В Валенсии восстание поддержали и члены Интернационала, при его расколе выступившие против бакунистов. Но они действовали с тем же успехом, что и бакунисты. Армия давила один очаг сопротивления за другим, пока в начале 1874 г. не передавила все. Затем была установлена военная диктатура и восстановлена монархия. После поражения революции испанский анархизм ушел в подполье, но не исчез. Это станет первым, но не последним вмешательством испанского анархизма в большую политику.
Характерно, что сам Бакунин уже в 1873-1875 гг. стал скептически оценивать ближайшие перспективы социальной революции и Интернационала. Он называл своих сторонников «последними могиканами покойного Интернационала»[675]
. Революционная волна спадала на глазах, и на то были объективные причины. Фактическая победа Бакунина в Интернационале не остановить упадка бакунизма, а поражение Маркса не предотвратило последующих успехов марксистов. Дело было не только в тактических перипетиях, но прежде всего в наступавшей эпохе, которая позднее получит наименование империализма.Когда переход от «свободного» капитализма к новой стадии уже стал очевиден, новое поколение марксистских теоретиков «открыли» ее черты: концентрация капитала и образование монополий, сращивание финансового капитала с промышленным при господстве первого, глобальная экспансия империй. Формулировки этих признаков были разными. Послушаем Бакунина, который обнаружил смену эпох в самом ее начале, в 1873 г.: «окончательное осуществление противународной идеи новейшего государства, имеющего единою целью устройство самой широкой эксплуатации народного труда в пользу капитала, сосредоточенного в весьма немногих руках…» Это значит торжество «банкократии под могущественным покровительством фискально-бюрократической и полицейской власти…». «Новейшее государство по своему существу и цели есть необходимо военное государство, а военное государство с тою же необходимостью становится государством завоевательным... И точно также, как капитальное (капиталистическое – А.Ш.) производство и банковская спекуляция, поглощающая в себе под конец даже это самое производство, точно также, как они под страхом банкротства должны беспрестанно расширять пределы свои в ущерб поедаемым ими небольшим спекуляциям и производствам, должны стремиться стать единственными, универсальными, всемирными; точно также новейшее государство, по необходимости военное, носит в себе неотвратимое стремление стать государством всемирным…»[676]

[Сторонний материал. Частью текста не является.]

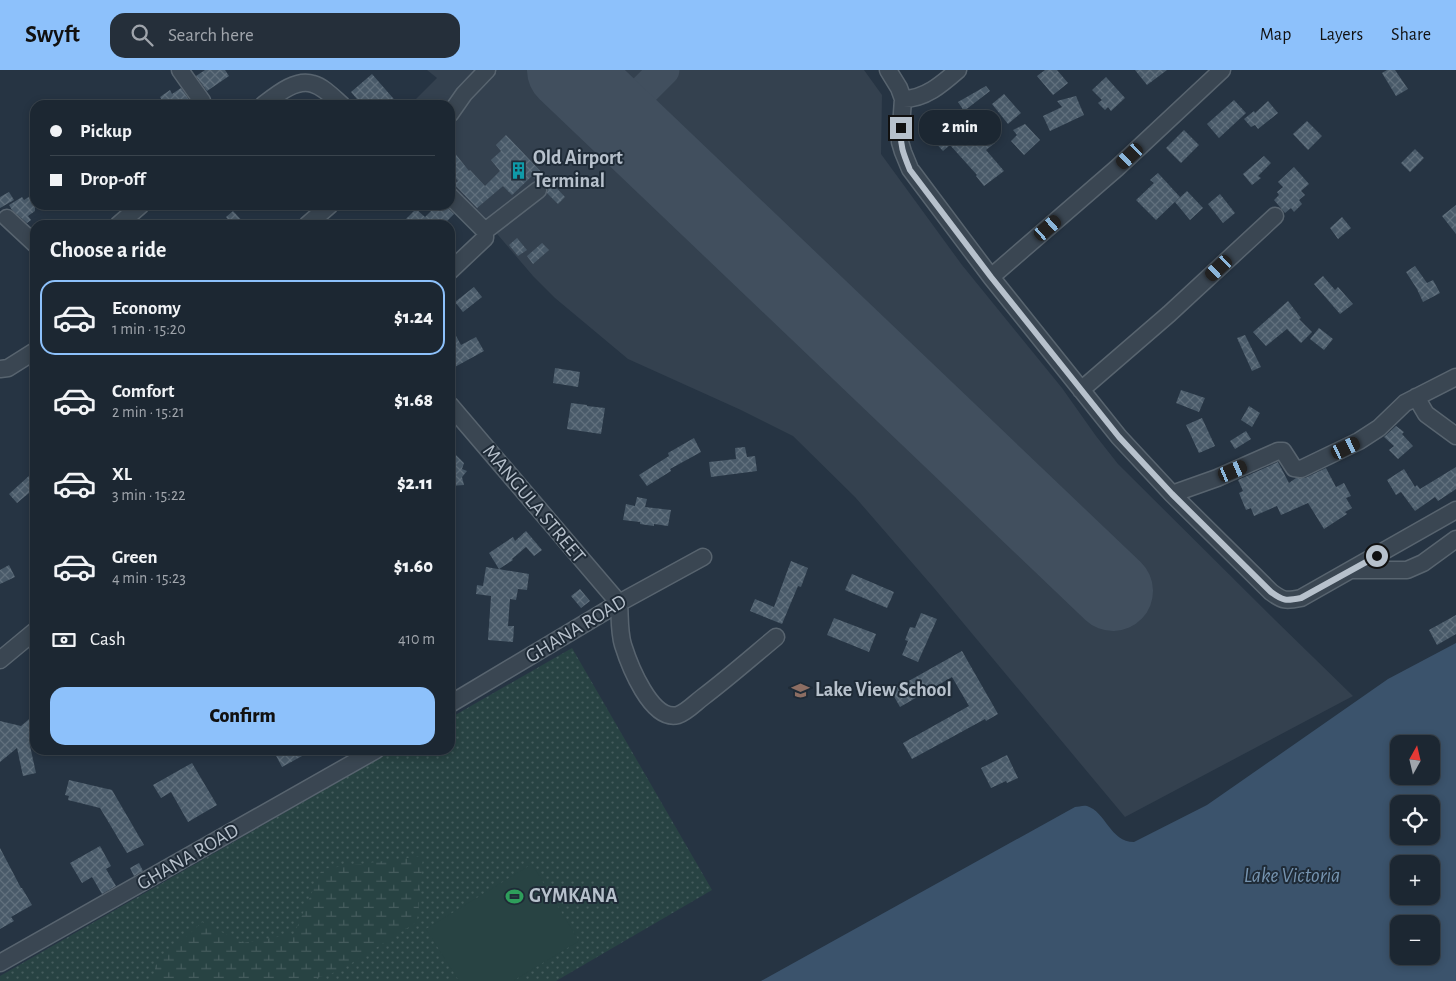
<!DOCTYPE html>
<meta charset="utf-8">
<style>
:root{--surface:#1c2732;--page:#252f3a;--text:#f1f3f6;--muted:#a0a5ac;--line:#3a444d;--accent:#8dc1fb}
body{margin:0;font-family:"Alegreya Sans",sans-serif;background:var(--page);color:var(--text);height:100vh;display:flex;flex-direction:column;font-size:19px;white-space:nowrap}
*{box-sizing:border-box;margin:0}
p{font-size:16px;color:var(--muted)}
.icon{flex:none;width:28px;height:28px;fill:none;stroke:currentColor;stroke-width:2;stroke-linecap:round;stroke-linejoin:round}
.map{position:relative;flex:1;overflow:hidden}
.details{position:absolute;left:30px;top:150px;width:425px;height:535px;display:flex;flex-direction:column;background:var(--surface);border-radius:15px;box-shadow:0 2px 8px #0003,0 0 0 1px var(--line)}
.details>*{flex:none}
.banner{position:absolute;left:30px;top:30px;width:425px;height:110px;border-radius:15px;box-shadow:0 2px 8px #0003,0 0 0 1px var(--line);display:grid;align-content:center;height:110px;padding:0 20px;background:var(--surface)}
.needle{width:32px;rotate:8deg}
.controls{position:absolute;left:1390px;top:665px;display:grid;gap:10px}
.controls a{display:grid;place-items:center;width:50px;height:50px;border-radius:10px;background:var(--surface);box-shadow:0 2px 8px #0003,0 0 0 1px var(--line);font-size:25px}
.end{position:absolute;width:22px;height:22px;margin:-11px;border:6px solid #b7c1cc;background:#111;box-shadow:0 0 0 2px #111}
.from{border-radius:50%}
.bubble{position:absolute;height:35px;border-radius:15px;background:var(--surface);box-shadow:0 2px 8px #0003,0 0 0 1px var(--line);font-size:16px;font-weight:800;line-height:35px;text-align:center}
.car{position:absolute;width:15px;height:30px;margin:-15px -8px;border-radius:6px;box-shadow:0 0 4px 1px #0007;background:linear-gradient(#222 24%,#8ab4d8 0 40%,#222 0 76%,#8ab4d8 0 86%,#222 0)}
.banner b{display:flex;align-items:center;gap:18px;height:48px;font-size:19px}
.banner b+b{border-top:1px solid var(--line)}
.banner i{width:12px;height:12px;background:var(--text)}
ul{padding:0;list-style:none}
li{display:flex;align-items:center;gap:15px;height:75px;margin:0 10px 8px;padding:0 10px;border:2px solid transparent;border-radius:15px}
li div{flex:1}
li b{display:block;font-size:19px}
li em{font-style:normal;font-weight:800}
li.selected{border-color:var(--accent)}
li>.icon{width:45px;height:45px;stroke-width:1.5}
h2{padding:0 20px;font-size:22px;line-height:60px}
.pay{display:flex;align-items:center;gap:12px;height:55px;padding:0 20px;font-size:19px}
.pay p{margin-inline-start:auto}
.cta{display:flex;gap:10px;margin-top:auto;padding:10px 20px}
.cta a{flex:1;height:58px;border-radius:15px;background:var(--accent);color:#111;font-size:20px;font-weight:800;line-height:58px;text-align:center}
header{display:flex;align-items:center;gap:30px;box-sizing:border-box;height:70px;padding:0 25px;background:var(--accent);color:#111}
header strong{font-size:24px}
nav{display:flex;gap:28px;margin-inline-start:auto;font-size:18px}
.search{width:350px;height:45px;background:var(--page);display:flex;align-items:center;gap:12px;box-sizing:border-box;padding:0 18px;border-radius:15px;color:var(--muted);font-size:19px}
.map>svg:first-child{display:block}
</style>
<header>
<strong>Swyft</strong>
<div class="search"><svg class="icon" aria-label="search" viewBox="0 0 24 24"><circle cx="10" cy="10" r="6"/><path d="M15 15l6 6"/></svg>Search here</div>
<nav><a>Map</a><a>Layers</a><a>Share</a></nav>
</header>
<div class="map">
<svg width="1456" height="911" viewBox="0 0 1456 911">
<defs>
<pattern id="grass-dots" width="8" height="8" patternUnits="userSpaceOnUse" patternTransform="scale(1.25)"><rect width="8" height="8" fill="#284343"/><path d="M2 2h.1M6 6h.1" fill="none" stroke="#455c5d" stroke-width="1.8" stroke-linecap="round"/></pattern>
<pattern id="wetland-marsh" width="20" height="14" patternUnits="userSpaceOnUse" patternTransform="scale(1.25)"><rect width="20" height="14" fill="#284343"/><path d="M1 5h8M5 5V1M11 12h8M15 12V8" fill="none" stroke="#455c5d"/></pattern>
<pattern id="building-cross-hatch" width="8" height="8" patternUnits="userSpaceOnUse" patternTransform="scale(1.25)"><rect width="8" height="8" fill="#495a69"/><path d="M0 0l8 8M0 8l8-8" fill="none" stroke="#61707d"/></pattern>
</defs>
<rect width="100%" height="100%" fill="#263443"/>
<path fill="#34414f" d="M427,0H864L882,25L881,84L962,195L1062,318L1096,366L1118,394L1274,549L1353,626L1125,747L934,518L855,427L793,366L741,340L628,289L555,228L533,206L486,151L450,114V35H410L437,8Z"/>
<path fill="url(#grass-dots)" d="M572,578L712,820L556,911H0V906L394,680H450V648Z"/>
<path fill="url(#wetland-marsh)" d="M423,786L417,852L339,901L307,911H155V896L202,852L243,873L294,864L322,799Z"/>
<path fill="#284343" d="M532,794L579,871L513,911H459L426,859Z"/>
<path fill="#3b536c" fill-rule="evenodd" d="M1456,573V911H761L1075,737C1078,737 1083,735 1087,736C1106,742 1110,772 1134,772L1207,735L1388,609ZM1399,674H1431V706H1399ZM1399,734H1431V766H1399ZM1399,794H1431V826H1399ZM1399,854H1431V886H1399Z"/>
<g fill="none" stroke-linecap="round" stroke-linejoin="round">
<path stroke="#414f5e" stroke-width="31" d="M632,32L664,0"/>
<path stroke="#414f5e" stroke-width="80" d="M567,0L1113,521"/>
</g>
<path fill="url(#building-cross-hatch)" d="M205,0H225L229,6L207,21L196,6Z
M1045,0H1057L1068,13L1053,25L1037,6Z
M1135,0H1167L1147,15Z
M1387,0H1395L1408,19L1396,26L1382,3Z
M372,4L399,35H362L351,22Z
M1106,7L1125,28L1111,41L1108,37L1105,40L1098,33L1102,30L1092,20Z
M986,16L990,21L964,41L958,32Z
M181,18L190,31L183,35H165L160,27L170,20L172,24Z
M1004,24L1021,43L1008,54L992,34Z
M1076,26L1084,45L1050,61L1043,46L1062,37L1057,31Z
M1234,30L1246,43L1219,68L1207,54Z
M1268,31L1278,43L1258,59L1255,55L1251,57L1244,49L1254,41L1255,43Z
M943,47L952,57L959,51L976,71L989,62L995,73L986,80L1004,101L984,116L976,106L977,105L950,75L943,81L931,68L935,65L930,60Z
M1307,51L1322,66L1308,80L1293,64Z
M1025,54L1040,70L1024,85L1011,71L1017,65L1013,60Z
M1184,60L1199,75L1181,93L1166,78Z
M506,65L565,127L558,134L547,123L548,118L546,114L541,111L536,110L532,106L512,125L503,116L477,138L454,114L458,111L450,102V77L469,101L470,100L485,116L500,101L491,90L501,81L496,75Z
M1415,79L1424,88L1410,102L1401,93Z
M1264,86L1271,93L1258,106L1261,108L1252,115L1243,104Z
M1294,97L1309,114L1301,121L1305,125L1299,130L1302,134L1294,142L1291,138L1285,143L1274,130L1279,125L1277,122L1283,117L1278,112Z
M1158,103L1180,127L1156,150L1136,130L1154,113L1150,110Z
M1187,121L1203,138L1190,150L1175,132Z
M9,122L14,130L0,138V127Z
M35,123V141L28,146L31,150L27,153L12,140L9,135L22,127L24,130Z
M1220,124L1235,143L1223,153L1208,134Z
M437,135H445L454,144L443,155H400L416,139L425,147Z
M1456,135V164L1442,146Z
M233,141L246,155H232L226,147Z
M1342,147L1351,158L1338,169L1330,158Z
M517,168L527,180L518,186L509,175Z
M542,173L549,180L533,194L527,186Z
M1415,196L1427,213L1433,210L1440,223L1423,232L1417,219L1406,202Z
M1323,206L1335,220L1338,217L1353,234L1340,244L1314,214Z
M474,217L482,227L463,242L455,232Z
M1288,231L1301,248L1299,249L1312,262L1301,273L1287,259L1266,276L1253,262Z
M450,255L461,275L476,267L484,281L453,298L450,293Z
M1319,258L1333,269L1324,280L1310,269Z
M1245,265L1261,297L1252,301L1237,268Z
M555,298L580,302L578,317L553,313Z
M1181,320L1205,328L1199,342L1176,333Z
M571,333L587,335V336L605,338L601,364L567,359Z
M1249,336L1260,343L1252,357L1241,350Z
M1202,348L1215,376L1199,383L1186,355Z
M1396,356L1404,362L1402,364L1413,376L1398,389L1389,380L1394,376L1384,367Z
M1246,361L1251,369L1235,379L1230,371Z
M694,368L701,382L670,399L671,401L647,416L639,405L669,386L668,383Z
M745,377L747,387L755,386L757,401L711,407L709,392L736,389L735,378Z
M450,379L464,393L462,399L467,401L462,407L464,415L450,416Z
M1278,392L1289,413L1296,408H1305L1326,398L1336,417L1344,413L1351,426L1346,428L1352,438L1345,442L1347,444L1324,459L1308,433L1281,445L1277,436L1254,446L1251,438L1246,440L1239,423L1243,421L1238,410Z
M1456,397V419L1438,431L1435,427L1415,441L1401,422L1396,425L1387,410L1404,399L1415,417L1417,415L1420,419Z
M30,405L35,411V418L17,433L9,424Z
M637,427L647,429L645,437L671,440L668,456L654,454V456L640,454V452L623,450L626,434L635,436Z
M526,461L542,480L534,486L526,477L512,489L513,490L499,499L489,483L513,467L515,471Z
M791,491L808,498L801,517L798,516L782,554L750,541L755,529L774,537Z
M9,495L15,507L0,514V500Z
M486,497L529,504L527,520L518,519L516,530L510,529L508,556H514L513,572L488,570L491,526L476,524L477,515L483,516Z
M852,504L894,522L887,538L845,520Z
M580,519L590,531L581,538L571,526Z
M921,543L937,549L918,592L902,585L908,571L905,570L910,557L915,558Z
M1456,545V564L1437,575L1429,560Z
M834,548L876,564L869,582L827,565Z
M962,581L998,644L986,651L985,649L912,689L903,673L969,636L952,607L900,637L891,621Z
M35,644V677L30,676L36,703L23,706L17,678L0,692V651L21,656Z
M273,680H313L282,697Z
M1007,685L1018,708L1007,713L1006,711L991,718L981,698Z
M192,693L217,735L188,752L171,722L161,728L153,715Z
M69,710L112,720L144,775L127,783L100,738L68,730L69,726L65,725Z
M100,776L111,796L106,799L116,816L102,824L92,807L82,813L70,793Z
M0,778L21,818H22L32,835L11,847L14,851L0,859Z
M139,793L143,801L134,806L130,798Z"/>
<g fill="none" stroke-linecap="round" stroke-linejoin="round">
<defs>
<path id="minor" d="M180,0L202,31L203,35
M888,0L899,18L903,29L900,72L903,82L910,99L991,207L1119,367L1172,424L1271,522C1283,531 1286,531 1301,528L1456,440
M903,29C925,29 942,14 958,0
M263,35C276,25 296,8 313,14C324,17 334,28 342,35
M450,44L464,24L487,0
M450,126L485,161
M7,148L35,174
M118,155L141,135
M307,155L330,135
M485,161L538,120
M450,201L485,168V161
M991,207L1117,98L1222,0
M0,299L8,298L35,281
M1081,320L1169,244L1275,146
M1416,327L1426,344L1456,366
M450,335L619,533C620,546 619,562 623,575C629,594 651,652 678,645C687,642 695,633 703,627C728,608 752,587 776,567
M1172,424L1217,408L1278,381H1283L1294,398L1301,399L1359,371L1379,358L1405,333L1456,307
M1351,500H1407L1423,493L1456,469
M0,590L35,561
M450,634L619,533L703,487
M0,893L376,680"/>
</defs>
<use href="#minor" stroke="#58646f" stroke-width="19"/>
<use href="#minor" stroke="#3a4652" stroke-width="16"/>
</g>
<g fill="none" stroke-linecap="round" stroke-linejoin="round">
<path stroke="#b7c1cc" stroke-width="6" d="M901,58C900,76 903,83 910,100L991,207L1119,367L1172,424L1271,522C1283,531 1286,531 1301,528L1377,486"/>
</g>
<defs>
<symbol id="building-bare" viewBox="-9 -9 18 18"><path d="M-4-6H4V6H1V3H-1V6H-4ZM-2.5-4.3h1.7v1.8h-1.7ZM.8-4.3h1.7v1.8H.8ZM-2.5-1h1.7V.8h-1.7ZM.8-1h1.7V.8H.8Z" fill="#0f9aa8" stroke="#1f2b37" stroke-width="2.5" paint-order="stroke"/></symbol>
<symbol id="school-bare" viewBox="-9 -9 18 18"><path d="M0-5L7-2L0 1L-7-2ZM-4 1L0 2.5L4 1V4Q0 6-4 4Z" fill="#8d6e63" stroke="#1f2b37" stroke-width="2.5" paint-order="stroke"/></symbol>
<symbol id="stadium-bare" viewBox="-9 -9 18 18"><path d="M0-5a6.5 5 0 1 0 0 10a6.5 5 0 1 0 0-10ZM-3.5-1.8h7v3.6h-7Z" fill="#2e9e5b" stroke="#1f2b37" stroke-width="2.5" paint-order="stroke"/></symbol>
</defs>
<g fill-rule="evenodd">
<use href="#building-bare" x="506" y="88" width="25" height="25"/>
<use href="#school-bare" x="788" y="608" width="25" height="25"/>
<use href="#stadium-bare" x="502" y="814" width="25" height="25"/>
</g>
<g text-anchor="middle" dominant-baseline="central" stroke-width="4" stroke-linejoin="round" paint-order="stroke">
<g font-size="20" font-weight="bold" fill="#b7c1cc" stroke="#1f2b37" text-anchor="start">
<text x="533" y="88">Old Airport<tspan x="533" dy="23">Terminal</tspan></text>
<text x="815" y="620">Lake View School</text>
<text x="529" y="826">GYMKANA</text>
</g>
<g font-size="20" fill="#b7c1cc" stroke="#1f2b37">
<text transform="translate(534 434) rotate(50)">MANGULA STREET</text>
<text transform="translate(576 559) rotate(-31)">GHANA ROAD</text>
<text transform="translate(188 787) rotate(-30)">GHANA ROAD</text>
</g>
<g font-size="21" font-style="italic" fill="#7694b0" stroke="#1f2b37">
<text x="1292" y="805">Lake Victoria</text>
</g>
</g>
</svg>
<div class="controls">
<a><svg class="needle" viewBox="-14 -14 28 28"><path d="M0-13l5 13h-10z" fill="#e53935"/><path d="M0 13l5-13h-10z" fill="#a0a5ac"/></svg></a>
<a><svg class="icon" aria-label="locate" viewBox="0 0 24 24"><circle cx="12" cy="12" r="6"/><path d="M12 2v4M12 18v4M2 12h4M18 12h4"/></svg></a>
<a>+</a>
<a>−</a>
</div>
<i class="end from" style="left:1377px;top:486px"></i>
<i class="end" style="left:901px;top:58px"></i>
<div class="bubble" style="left:919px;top:40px;width:82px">2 min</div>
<i class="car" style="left:1130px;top:86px;rotate:227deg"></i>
<i class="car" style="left:1048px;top:158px;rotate:49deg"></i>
<i class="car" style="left:1219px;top:198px;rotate:227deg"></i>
<i class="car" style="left:1346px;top:378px;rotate:64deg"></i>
<i class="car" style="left:1233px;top:401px;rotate:67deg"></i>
<div class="banner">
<b><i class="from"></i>Pickup</b>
<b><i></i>Drop-off</b>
</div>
<section class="details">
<h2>Choose a ride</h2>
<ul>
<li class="selected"><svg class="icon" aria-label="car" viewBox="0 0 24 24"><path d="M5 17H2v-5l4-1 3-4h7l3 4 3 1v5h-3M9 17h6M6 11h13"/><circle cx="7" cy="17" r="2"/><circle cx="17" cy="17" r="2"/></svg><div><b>Economy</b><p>1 min · 15:20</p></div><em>$1.24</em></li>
<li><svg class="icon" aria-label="car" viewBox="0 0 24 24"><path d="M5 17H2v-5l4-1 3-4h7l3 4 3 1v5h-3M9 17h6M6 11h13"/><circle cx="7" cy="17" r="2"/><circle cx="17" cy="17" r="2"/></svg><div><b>Comfort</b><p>2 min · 15:21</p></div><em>$1.68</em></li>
<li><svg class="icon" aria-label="car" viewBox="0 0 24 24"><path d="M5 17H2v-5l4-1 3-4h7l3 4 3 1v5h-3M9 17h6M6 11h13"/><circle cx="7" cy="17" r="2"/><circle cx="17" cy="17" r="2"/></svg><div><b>XL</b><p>3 min · 15:22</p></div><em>$2.11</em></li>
<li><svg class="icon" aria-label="car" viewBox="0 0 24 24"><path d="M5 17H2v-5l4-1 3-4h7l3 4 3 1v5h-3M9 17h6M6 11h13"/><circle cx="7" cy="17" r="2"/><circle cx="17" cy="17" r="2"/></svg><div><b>Green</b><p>4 min · 15:23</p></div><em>$1.60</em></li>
</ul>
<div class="pay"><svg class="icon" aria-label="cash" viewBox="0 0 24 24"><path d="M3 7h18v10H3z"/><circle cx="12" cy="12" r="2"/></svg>Cash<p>410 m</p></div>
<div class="cta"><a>Confirm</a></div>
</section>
</div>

Эта характеристика – приговор целой эпохе бурного становления капитализма, его неустойчивости, возможности революционных прорывов в будущее. Теперь перед революциями двери закрываются. Еще в 1873 г. он надеялся на последнюю попытку оказать сопротивление новой тенденции в путем сопротивления народов Европы германскому гегемонизму, подъема революционного движения в России. Он жаждал застать новую эпоху перемен, но через два года окончательно понял – не суждено. Бакунин утверждал, что впереди – длительный (10-50 лет) период господства диктатур, который завершится, вероятно, мировой войной, которая откроет новую эру революций[677]. Так и случится, даже сроки верны.Но пока предстояло неизбежное затишье и в революционном движении. Бакунин, имевший репутацию «фанатичного бунтаря», рассуждает об этом трезво и спокойно. Он вычислил приближение стабильности. Бакунин писал в письме к Э. Реклю в 1875 г.: «Я согласен с тобою, что время революции прошло не по причине ужасных катастроф, свидетелями которых мы были, и страшных поражений, более или менее виновными жертвами которых мы оказались, но потому, что я, к моему великому отчаянию, констатировал и каждый день снова констатирую, что в массах нет революционной мысли, надежды и страсти; а когда их нет, то можно хлопотать сколько угодно, а толку не будет»[678]
. Старый боец признавал тем самым поражение своей (и Маркса) радикальной тактики перед методом преобразований, который предлагал Прудон. Понятно, что их конструктивная программа анархизма от этого не страдала. Ее полное воплощение было делом не близкого будущего. Бакунин, как позднее Кропоткин, был намерен посвятить последние годы своей жизни проблемам этики анархизма, поняв, что для нового общества требуются этические предпосылки. Но судьба отмерила ему месяцы.